- _WORK ITEM_: In the entries that follow, find the line containing "Summarize the content"; from there, copy every line exactly through the line containing "Convert the picture".

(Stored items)

====================

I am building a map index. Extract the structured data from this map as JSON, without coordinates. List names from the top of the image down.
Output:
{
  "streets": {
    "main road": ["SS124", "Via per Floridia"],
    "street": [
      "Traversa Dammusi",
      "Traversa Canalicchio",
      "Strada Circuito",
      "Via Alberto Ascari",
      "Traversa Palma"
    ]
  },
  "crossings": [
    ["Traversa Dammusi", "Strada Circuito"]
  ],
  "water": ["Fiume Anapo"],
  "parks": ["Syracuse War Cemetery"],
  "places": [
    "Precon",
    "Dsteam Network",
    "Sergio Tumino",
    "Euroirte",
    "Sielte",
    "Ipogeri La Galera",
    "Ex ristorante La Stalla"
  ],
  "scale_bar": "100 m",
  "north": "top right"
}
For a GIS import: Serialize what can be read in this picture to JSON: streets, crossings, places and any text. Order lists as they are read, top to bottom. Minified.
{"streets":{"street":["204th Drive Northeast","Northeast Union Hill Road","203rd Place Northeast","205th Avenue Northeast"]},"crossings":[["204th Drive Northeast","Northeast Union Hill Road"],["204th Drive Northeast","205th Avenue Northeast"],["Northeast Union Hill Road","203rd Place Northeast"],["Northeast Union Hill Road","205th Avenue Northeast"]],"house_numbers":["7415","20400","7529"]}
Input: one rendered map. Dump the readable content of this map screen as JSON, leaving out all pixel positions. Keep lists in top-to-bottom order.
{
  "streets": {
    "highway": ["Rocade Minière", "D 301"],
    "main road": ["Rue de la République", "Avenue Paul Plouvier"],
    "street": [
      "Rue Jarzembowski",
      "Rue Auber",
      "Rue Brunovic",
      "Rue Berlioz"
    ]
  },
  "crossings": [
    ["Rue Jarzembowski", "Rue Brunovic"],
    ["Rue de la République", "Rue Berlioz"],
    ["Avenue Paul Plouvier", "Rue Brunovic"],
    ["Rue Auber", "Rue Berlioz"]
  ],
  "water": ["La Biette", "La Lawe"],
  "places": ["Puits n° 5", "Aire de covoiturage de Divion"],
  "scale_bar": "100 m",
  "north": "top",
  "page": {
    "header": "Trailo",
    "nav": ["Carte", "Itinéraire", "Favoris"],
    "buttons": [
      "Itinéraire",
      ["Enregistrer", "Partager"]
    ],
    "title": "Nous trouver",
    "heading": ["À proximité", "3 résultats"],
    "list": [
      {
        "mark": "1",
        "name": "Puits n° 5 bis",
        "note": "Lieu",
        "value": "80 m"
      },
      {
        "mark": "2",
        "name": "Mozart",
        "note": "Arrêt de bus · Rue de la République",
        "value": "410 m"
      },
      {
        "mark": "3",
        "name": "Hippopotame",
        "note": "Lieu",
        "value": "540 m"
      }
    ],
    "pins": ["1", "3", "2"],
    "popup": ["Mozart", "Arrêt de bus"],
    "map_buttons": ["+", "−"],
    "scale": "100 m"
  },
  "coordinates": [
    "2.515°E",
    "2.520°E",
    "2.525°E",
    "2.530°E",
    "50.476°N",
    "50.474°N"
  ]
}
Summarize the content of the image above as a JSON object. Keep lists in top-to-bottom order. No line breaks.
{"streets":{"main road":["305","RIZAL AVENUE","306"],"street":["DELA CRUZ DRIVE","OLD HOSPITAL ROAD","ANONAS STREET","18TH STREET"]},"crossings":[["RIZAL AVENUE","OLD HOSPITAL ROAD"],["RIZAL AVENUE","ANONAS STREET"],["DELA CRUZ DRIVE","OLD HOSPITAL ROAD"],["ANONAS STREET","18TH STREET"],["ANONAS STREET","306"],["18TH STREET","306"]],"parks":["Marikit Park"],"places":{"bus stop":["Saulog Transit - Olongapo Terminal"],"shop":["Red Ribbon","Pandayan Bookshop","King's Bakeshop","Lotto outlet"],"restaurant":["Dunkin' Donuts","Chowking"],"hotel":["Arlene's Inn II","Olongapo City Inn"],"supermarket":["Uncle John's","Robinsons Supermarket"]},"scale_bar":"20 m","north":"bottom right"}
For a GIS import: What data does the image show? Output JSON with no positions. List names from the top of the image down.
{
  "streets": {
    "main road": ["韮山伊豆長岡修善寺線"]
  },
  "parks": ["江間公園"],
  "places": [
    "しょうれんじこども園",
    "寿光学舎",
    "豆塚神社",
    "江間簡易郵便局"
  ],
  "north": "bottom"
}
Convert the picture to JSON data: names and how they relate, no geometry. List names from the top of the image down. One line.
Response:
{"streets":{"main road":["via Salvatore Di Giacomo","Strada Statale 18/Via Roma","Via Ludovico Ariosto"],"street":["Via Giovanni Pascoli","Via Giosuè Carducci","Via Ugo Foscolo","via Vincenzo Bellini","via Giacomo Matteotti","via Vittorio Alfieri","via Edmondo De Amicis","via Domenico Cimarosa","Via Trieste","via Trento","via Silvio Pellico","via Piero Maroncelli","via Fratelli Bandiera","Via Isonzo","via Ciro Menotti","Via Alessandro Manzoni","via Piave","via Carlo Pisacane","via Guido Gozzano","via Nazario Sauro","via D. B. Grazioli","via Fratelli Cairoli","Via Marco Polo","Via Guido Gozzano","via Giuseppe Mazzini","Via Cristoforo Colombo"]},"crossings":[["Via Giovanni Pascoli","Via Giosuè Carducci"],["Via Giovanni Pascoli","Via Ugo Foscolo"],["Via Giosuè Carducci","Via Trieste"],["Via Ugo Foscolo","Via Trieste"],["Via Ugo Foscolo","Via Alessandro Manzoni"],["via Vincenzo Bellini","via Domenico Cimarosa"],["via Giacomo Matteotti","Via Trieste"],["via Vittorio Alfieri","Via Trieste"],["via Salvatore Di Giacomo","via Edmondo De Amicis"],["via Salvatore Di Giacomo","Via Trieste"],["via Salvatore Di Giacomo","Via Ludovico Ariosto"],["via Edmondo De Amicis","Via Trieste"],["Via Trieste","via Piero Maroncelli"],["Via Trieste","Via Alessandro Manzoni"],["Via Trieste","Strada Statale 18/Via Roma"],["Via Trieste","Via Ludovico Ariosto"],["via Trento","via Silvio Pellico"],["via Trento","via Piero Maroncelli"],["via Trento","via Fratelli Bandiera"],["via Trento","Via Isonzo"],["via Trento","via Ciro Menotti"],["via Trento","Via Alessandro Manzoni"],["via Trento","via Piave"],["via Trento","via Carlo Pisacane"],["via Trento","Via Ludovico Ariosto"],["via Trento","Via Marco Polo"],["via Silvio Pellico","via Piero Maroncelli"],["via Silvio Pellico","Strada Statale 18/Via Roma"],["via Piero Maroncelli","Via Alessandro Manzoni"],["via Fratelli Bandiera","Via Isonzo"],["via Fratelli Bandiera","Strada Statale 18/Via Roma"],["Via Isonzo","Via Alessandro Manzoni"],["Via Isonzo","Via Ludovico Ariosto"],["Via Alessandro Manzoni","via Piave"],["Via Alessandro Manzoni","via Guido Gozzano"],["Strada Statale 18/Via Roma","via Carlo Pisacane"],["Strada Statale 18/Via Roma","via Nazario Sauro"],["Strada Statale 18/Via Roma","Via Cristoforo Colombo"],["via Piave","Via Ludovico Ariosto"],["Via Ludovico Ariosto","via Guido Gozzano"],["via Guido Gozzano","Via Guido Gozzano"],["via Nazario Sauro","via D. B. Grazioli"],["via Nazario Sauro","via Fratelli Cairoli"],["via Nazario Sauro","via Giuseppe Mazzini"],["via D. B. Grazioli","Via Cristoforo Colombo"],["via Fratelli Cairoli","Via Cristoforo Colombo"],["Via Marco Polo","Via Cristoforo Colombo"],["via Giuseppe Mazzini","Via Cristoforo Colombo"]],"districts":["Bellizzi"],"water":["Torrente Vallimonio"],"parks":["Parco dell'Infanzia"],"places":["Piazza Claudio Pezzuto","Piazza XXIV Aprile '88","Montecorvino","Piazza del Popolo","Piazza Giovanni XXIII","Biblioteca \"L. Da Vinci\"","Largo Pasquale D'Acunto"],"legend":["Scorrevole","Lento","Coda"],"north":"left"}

====================

- _YOUR RESPONSE_:
Summarize the content of the image above as a JSON object. Keep lists in top-to-bottom order. No line breaks.
{"streets":{"main road":["305","RIZAL AVENUE","306"],"street":["DELA CRUZ DRIVE","OLD HOSPITAL ROAD","ANONAS STREET","18TH STREET"]},"crossings":[["RIZAL AVENUE","OLD HOSPITAL ROAD"],["RIZAL AVENUE","ANONAS STREET"],["DELA CRUZ DRIVE","OLD HOSPITAL ROAD"],["ANONAS STREET","18TH STREET"],["ANONAS STREET","306"],["18TH STREET","306"]],"parks":["Marikit Park"],"places":{"bus stop":["Saulog Transit - Olongapo Terminal"],"shop":["Red Ribbon","Pandayan Bookshop","King's Bakeshop","Lotto outlet"],"restaurant":["Dunkin' Donuts","Chowking"],"hotel":["Arlene's Inn II","Olongapo City Inn"],"supermarket":["Uncle John's","Robinsons Supermarket"]},"scale_bar":"20 m","north":"bottom right"}
For a GIS import: What data does the image show? Output JSON with no positions. List names from the top of the image down.
{
  "streets": {
    "main road": ["韮山伊豆長岡修善寺線"]
  },
  "parks": ["江間公園"],
  "places": [
    "しょうれんじこども園",
    "寿光学舎",
    "豆塚神社",
    "江間簡易郵便局"
  ],
  "north": "bottom"
}
Convert the picture to JSON data: names and how they relate, no geometry. List names from the top of the image down. One line.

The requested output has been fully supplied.